Clickhouse — useful SQL queries and efficient querying techniques

Sairam Krish
4 min readSep 8, 2023

--

While using clickhouse as a OLAP database, at times, we spend lot of time in going through the official documentation to find the right function that suite our needs. We may have something in mind but translating that to how it’s done in Clickhouse may be time consuming.

Here we will try to capture some useful SQL snippets:

WITH statement & usage of Scalar

WITH (
SELECT arrayStringConcat(groupArray(host_name), ',') FROM system.clusters
WHERE cluster = 'cluster_name'
GROUP BY cluster
) as host_names
SELECT host_names
  • The above query showcases, WITH statement
  • It also uses Scalar value ( host_names in above case )
  • They WITH first part is the query and the second part is the variable name.

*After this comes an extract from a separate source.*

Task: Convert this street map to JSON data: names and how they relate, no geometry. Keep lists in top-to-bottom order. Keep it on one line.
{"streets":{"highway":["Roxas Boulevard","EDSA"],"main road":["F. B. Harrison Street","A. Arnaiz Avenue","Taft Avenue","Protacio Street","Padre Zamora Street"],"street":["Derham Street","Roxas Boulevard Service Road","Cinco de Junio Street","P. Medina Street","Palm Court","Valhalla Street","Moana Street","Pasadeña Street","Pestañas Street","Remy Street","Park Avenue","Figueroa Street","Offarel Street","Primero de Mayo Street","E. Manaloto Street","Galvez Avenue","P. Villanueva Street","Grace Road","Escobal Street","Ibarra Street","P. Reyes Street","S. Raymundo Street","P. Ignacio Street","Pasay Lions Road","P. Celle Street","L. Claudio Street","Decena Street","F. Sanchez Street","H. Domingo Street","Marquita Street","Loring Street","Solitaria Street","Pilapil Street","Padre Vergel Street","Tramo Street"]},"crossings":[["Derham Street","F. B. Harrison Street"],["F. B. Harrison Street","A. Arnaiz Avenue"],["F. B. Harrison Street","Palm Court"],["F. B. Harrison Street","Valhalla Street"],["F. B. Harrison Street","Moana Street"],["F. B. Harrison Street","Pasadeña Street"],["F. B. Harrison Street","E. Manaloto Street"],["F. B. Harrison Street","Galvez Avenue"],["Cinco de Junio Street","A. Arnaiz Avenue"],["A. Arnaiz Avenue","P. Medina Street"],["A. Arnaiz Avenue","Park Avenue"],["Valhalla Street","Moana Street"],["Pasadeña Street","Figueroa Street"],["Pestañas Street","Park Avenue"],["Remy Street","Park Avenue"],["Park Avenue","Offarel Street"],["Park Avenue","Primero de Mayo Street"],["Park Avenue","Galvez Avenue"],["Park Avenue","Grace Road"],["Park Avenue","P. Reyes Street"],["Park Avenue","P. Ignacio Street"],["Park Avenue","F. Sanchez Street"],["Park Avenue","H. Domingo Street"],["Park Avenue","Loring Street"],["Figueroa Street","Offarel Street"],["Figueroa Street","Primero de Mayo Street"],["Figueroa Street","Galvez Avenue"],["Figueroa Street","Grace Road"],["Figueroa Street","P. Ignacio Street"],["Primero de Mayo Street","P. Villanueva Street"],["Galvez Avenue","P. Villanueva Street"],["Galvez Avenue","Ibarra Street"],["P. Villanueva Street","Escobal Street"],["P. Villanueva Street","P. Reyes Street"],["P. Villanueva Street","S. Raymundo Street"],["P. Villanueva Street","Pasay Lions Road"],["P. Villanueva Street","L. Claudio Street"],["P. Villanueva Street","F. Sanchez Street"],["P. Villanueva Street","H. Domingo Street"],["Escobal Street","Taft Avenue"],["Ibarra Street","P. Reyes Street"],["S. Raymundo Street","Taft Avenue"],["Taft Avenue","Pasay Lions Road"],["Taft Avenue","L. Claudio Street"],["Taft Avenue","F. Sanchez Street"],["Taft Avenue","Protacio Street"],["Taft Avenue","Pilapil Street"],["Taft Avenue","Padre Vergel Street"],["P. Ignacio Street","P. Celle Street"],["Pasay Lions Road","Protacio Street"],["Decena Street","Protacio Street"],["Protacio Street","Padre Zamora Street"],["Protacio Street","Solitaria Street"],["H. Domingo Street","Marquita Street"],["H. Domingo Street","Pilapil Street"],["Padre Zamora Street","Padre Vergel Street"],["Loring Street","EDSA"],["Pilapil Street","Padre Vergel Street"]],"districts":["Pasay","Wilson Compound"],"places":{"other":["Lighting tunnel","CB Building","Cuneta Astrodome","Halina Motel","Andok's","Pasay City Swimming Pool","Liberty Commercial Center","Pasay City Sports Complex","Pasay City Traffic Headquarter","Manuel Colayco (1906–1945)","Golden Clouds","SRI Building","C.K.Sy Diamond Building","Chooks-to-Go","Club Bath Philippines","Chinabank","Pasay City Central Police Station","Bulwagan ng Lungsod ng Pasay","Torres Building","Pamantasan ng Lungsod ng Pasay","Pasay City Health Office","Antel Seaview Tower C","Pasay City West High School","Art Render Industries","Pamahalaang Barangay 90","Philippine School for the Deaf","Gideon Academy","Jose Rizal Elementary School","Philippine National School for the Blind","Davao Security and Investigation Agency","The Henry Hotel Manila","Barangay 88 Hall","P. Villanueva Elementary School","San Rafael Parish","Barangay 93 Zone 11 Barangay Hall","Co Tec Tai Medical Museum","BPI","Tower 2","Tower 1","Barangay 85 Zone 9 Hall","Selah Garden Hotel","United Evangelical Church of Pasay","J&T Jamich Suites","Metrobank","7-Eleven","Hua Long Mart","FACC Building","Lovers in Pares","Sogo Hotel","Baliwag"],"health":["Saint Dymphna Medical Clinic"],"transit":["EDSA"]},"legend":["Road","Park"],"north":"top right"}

The other way won’t work

Database size | Table size | Finding large tables

-- Total data size
select
sum(rows) as rows,
formatReadableSize(sum(bytes)) as disk_size,
formatReadableSize(sum(primary_key_bytes_in_memory)) as primary_keys_size,
any(engine) as engine,
sum(bytes) as bytes_size,
sum(primary_key_bytes_in_memory) as primary_key_bytes_in_memory_sum
from system.parts
where active
group by database
-- View top 10 tables by size
select parts.*,
columns.compressed_size,
columns.uncompressed_size,
columns.compression_ratio,
columns.compression_percentage
from (
select table,
formatReadableSize(sum(data_uncompressed_bytes)) AS uncompressed_size,
formatReadableSize(sum(data_compressed_bytes)) AS compressed_size,
round(sum(data_compressed_bytes) / sum(data_uncompressed_bytes), 3) AS compression_ratio,
round((100 - (sum(data_compressed_bytes) * 100) / sum(data_uncompressed_bytes)), 3) AS compression_percentage

from system.columns
group by table
) columns
right join (
select table,
sum(rows) as rows,
max(modification_time) as latest_modification,
formatReadableSize(sum(bytes)) as disk_size,
formatReadableSize(sum(primary_key_bytes_in_memory)) as primary_keys_size,
any(engine) as engine,
sum(bytes) as bytes_size,
sum(primary_key_bytes_in_memory) as primary_key_bytes_in_memory_sum
from system.parts
where active
group by database, table
) parts on columns.table = parts.table
order by parts.primary_key_bytes_in_memory_sum desc
LIMIT 10
;

Export and import table to AWS S3 in parquet format

-- export as parquet
INSERT INTO FUNCTION
s3(
'https://bucket-name.s3.amazonaws.com/clickhouse_backup/backup-2023_09_02_students.parquet',
'Parquet'
)
SELECT * FROM students;

-- assumes students table already exists in destination
INSERT INTO students
SELECT * FROM
s3(
'https://bucket-name.s3.amazonaws.com/clickhouse_backup/backup-2023_09_02_students_parquet',
'Parquet'
);

Backup and restore schema alone

-- backup in async mode
BACKUP DATABASE default
ON CLUSTER 'my-cluster'
TO S3(
'https://bucket-name.s3.amazonaws.com/clickhouse_backup/backup-2023_09_02'
)
SETTINGS structure_only=true ASYNC;

-- status of async
-- replace id with the one from above
-- It may take a while based on number of tables
-- If things goes wrong, error would appear in table
SELECT
*
FROM system.backups
where id='2ab09f62-7797-41a0-b310-60f8af9f55ee'
FORMAT Vertical;

SET connect_timeout=3600;
RESTORE DATABASE default
ON CLUSTER 'my-cluster'
FROM S3(
'https://bucket-name.s3.amazonaws.com/clickhouse_backup/backup-2023_09_02'
) ASYNC;

-- status of async
-- replace id with the one from above
-- It may take a while based on number of tables
-- If things goes wrong, error would appear in table
SELECT
*
FROM system.backups
where id='2ab09f62-7797-41a0-b310-60f8af9f55ee'
FORMAT Vertical;

Details of table in a cluster

-- View all copies of this table what is persisted in all clickhouse nodes for this table
SELECT
hostname() AS h,
*
FROM
remote(
'chi-xxxx-xxxx-{0,1,2}-{0,1,2}',
db_name,
students_local
);


-- row count in different pods
SELECT
hostname() AS h,
count() AS c
FROM
remote(
'chi-xxxx-xxxx-{0,1,2}-{0,1,2}',
db_name,
students_local
);

Generator based streaming results

There are different language drivers for clickhouse. The technique mentioned here uses python’s clickhouse-driver. However the concept should be applicable in other language drivers as well.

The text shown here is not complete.